Maps demonstrate the connection between countries. They are also highly subjective and allow for distortion. To simply scale down the 3D globe to a 2D projection involves alterations as the map-maker must choose what scale, orientation, key etc. These choices are often linked to the purpose of the map and the intended users. Behind the map-maker, and these decisions, often lies a set of power relations, as deliberate distortions are commonly for advancing agendas.

Brian Harley, who introduced the idea of maps as a language, argues; whether a map is produced for cartographic science or propaganda, it will always be involved in power relations. But how much influence do maps hold, and to what extent do they reflect the societal attitudes of the time? In regards to colonial mapping, how much influence did the map have on the socio-cultural-political perspectives of the reader?

There is a link between maps made during periods of Colonial dominance and the agenda of a country. Specifically, these maps were used to emphasise the power of the Europeans and the differences between them and the various peoples they subordinated. World maps, from 1569, which used the mathematically defined Mercator projection, set the European metropolis in relation to it’s overseas Empire. This was because the scale used increases from the equator to the poles so that the size and shape of continents are skewed. This therefore emphasises the size of those countries further away from the equator. Initially developed for nautical purposes, it emphasised the power of a country by increasing its size. Greenland, for example, is therefore shown to be of a similar size to Africa, and to be larger than Australia, when Africa is fourteen times and Australia three times greater than Greenland.

While using the map to showcase British trade routes, the Imperial Federation Map, 1886, also projected glory within Britain and emphasised to others the global power held by the country. With the British territories in a pink-red colour, this map implied British power over places and the peoples within. Through this map, Edward Said’s idea of Orientalism and the ‘Imperial Self’ evolved, forging national identities which were constructed in opposition to outside groups, or the Other. But how much did the map reflect the British opinion of superiority or did it instil this idea within society?
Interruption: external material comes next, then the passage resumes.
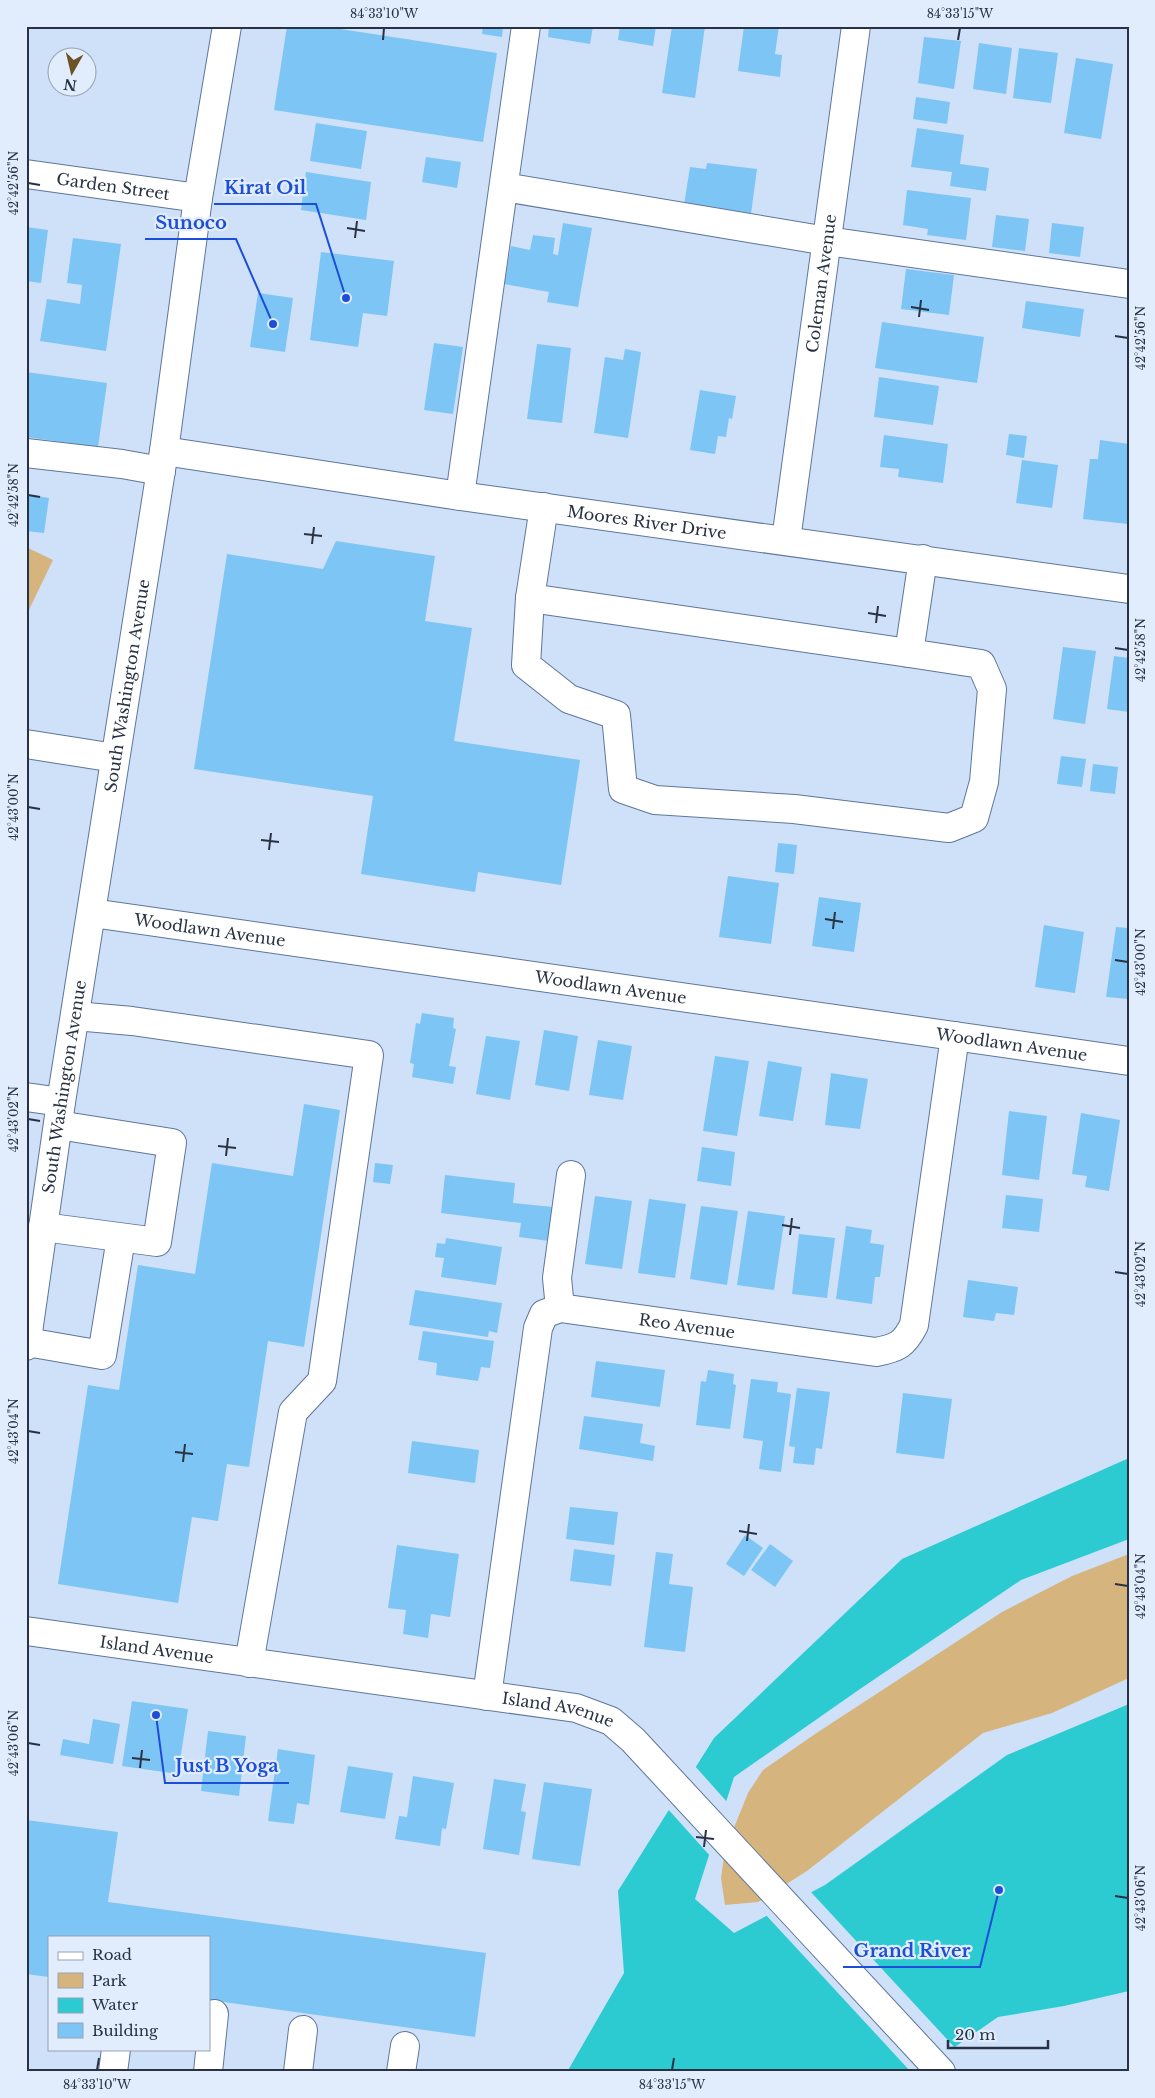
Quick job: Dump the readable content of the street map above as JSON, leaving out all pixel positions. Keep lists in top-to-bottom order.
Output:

The style of the map is particularly telling with Britain at the centre and the rest of the world surrounding, connected by trade routes. This is almost as symbolic as the image of Britannia draped over the globe, cradled by Atlas at the bottom of the map. Both the map itself and the images around it makes a great piece of cartographic art as well as emphasising how a map, through visual imagery and implied messages, can play a major role in political propaganda. From this map, the British ideology of bringing knowledge to the rest of the world is reflected.

During this age, colonial power and trade went hand in hand. To trade successfully across the world, it was necessary to develop ways of knowing these places, navigating between them, and controlling the populations. This was only successful through cartography, as emphasised by the Dutch East India Company, who gained a monopoly advantage in the trade of spices in the seventeenth century. For them, maps played a key role in the combination of capitalism and imperial might that the company projected, with maps showcasing the navigational dominance they held and their ability to exploit areas for commerce.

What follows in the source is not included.